--- START ---
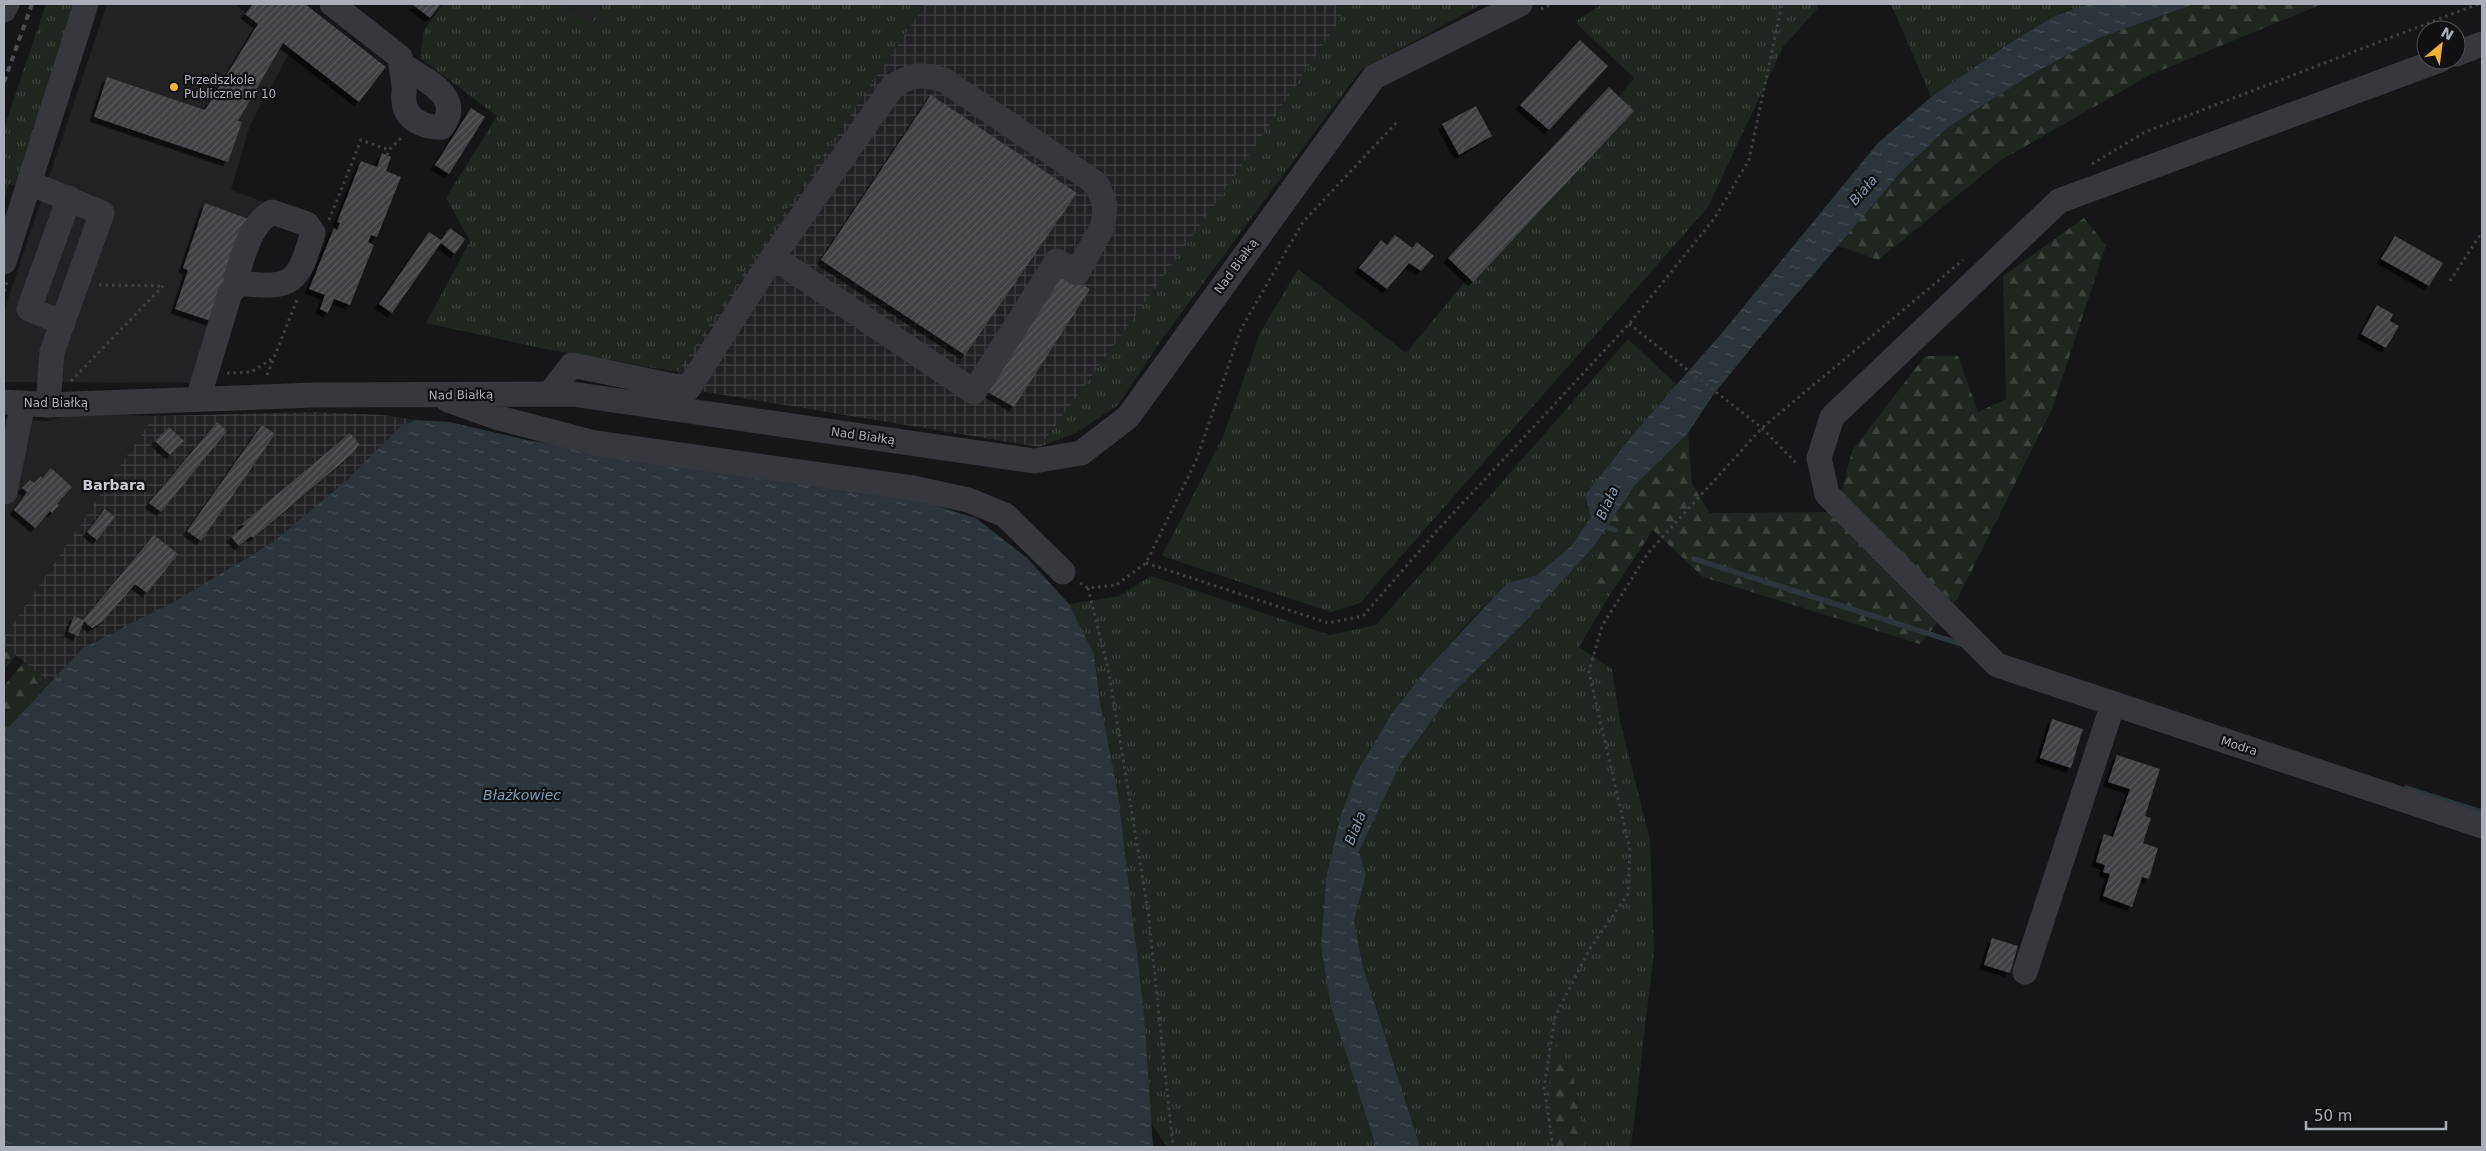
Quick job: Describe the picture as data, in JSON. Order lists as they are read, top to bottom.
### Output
{
  "streets": {
    "street": ["Nad Białką", "Modra"]
  },
  "districts": ["Barbara"],
  "water": ["Biała", "Błażkowiec"],
  "places": ["Przedszkole Publiczne nr 10"],
  "scale_bar": "50 m",
  "north": "top right"
}
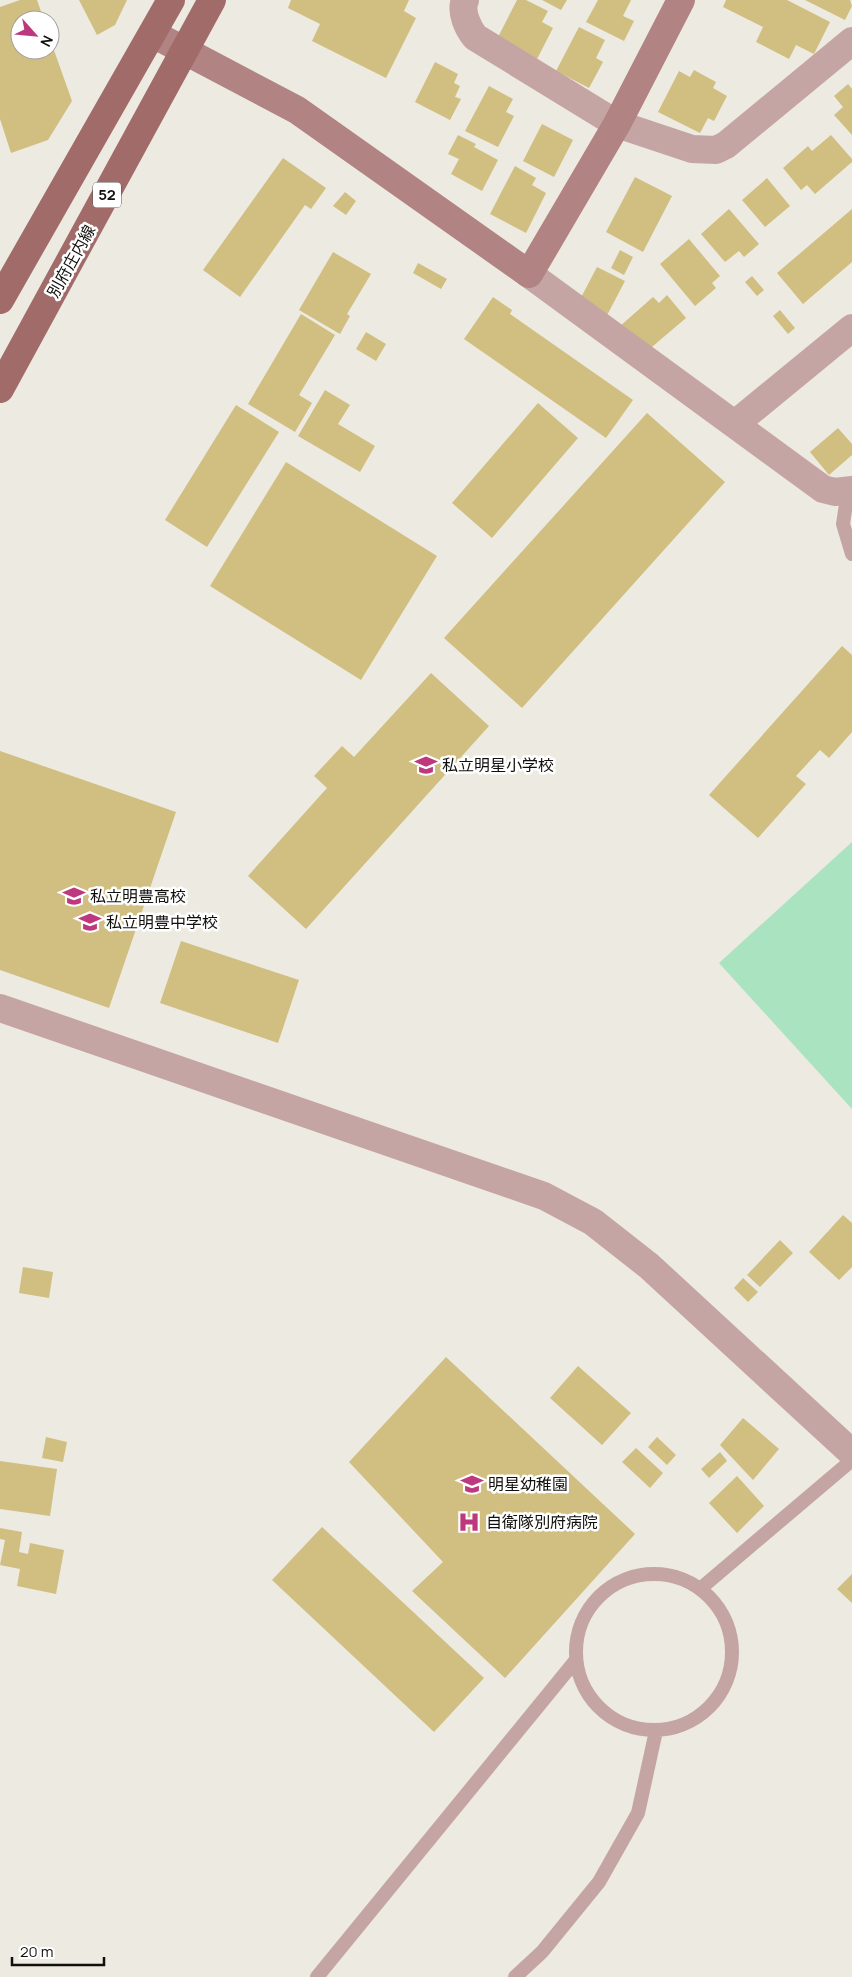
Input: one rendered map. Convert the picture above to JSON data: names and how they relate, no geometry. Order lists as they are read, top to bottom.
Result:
{
  "streets": {
    "main road": ["52", "別府庄内線"]
  },
  "places": {
    "school or university": [
      "私立明星小学校",
      "私立明豊高校",
      "私立明豊中学校",
      "明星幼稚園"
    ],
    "hospital": ["自衛隊別府病院"]
  },
  "scale_bar": "20 m",
  "north": "bottom right"
}
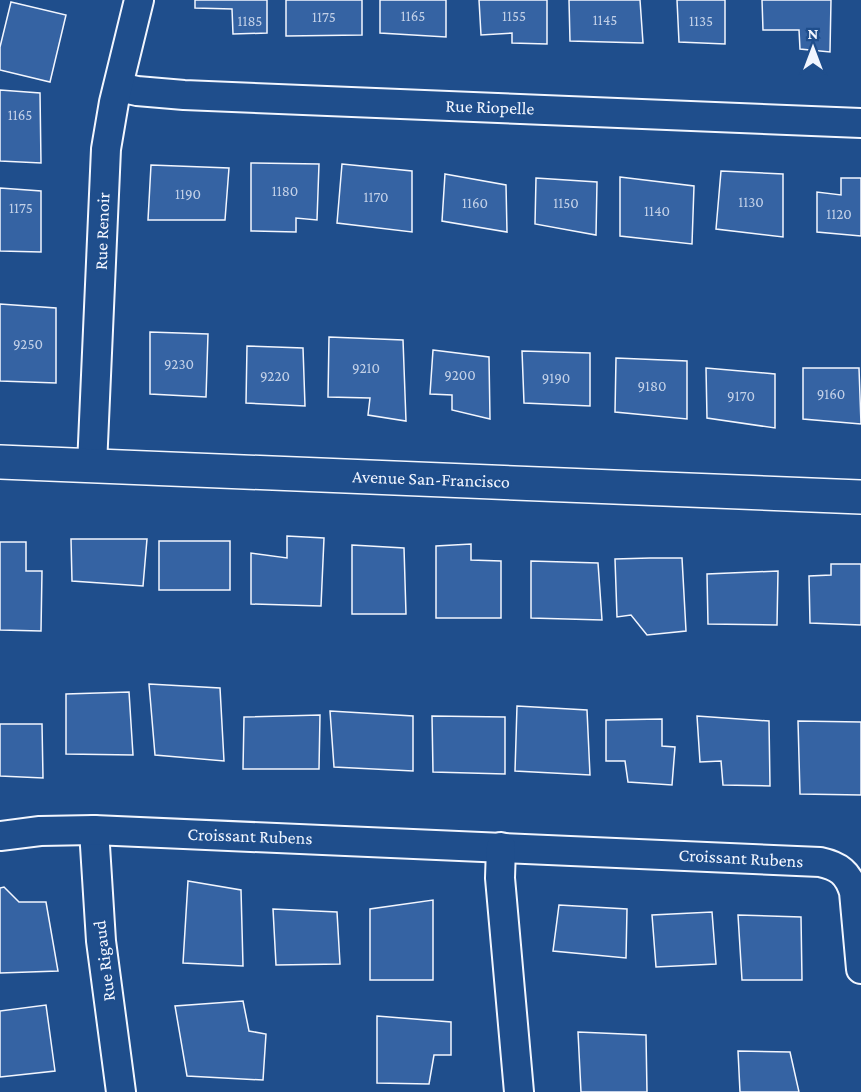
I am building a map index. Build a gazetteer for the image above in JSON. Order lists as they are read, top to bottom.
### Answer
{
  "streets": {
    "street": [
      "Rue Riopelle",
      "Rue Renoir",
      "Avenue San-Francisco",
      "Croissant Rubens",
      "Rue Rigaud"
    ]
  },
  "crossings": [
    ["Rue Riopelle", "Rue Renoir"],
    ["Rue Renoir", "Avenue San-Francisco"],
    ["Croissant Rubens", "Rue Rigaud"]
  ],
  "house_numbers": [
    "1165",
    "1155",
    "1175",
    "1145",
    "1185",
    "1135",
    "1165",
    "1180",
    "1190",
    "1170",
    "1130",
    "1160",
    "1150",
    "1175",
    "1140",
    "1120",
    "9250",
    "9230",
    "9210",
    "9200",
    "9220",
    "9190",
    "9180",
    "9160",
    "9170"
  ],
  "north": "top"
}
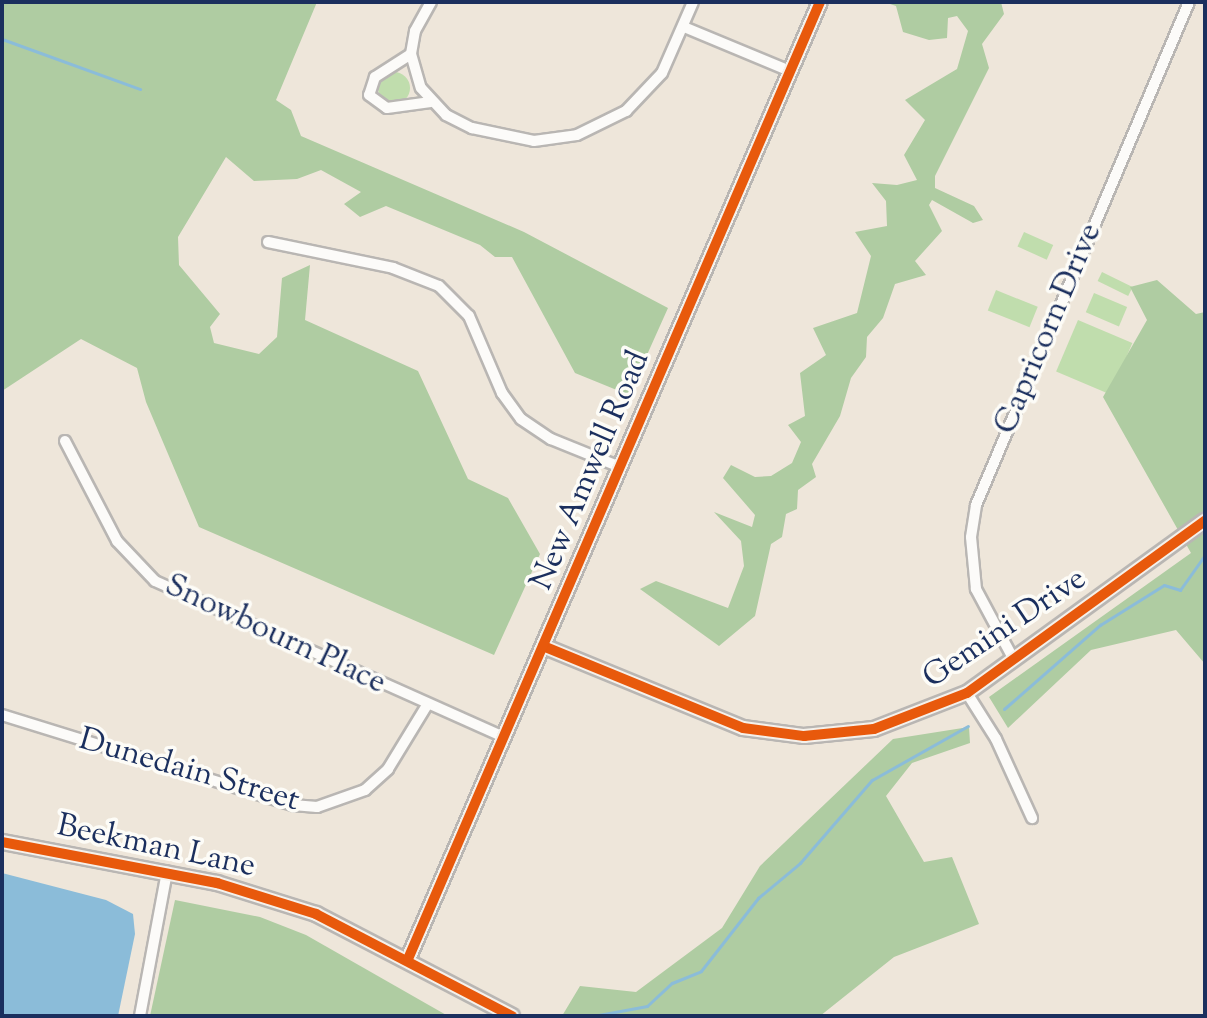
--- END ---
What you have to do
Nothing but the lines from the top of the data above through the line containing "Input: one rendered" should be output, exactly as written and without the pictures.

Answer for this exercise
Quick job: Describe the picture as data, in JSON. Order lists as they are read, top to bottom.
### Output
{
  "streets": {
    "street": ["Nad Białką", "Modra"]
  },
  "districts": ["Barbara"],
  "water": ["Biała", "Błażkowiec"],
  "places": ["Przedszkole Publiczne nr 10"],
  "scale_bar": "50 m",
  "north": "top right"
}
Input: one rendered map. Convert the picture above to JSON data: names and how they relate, no geometry. Order lists as they are read, top to bottom.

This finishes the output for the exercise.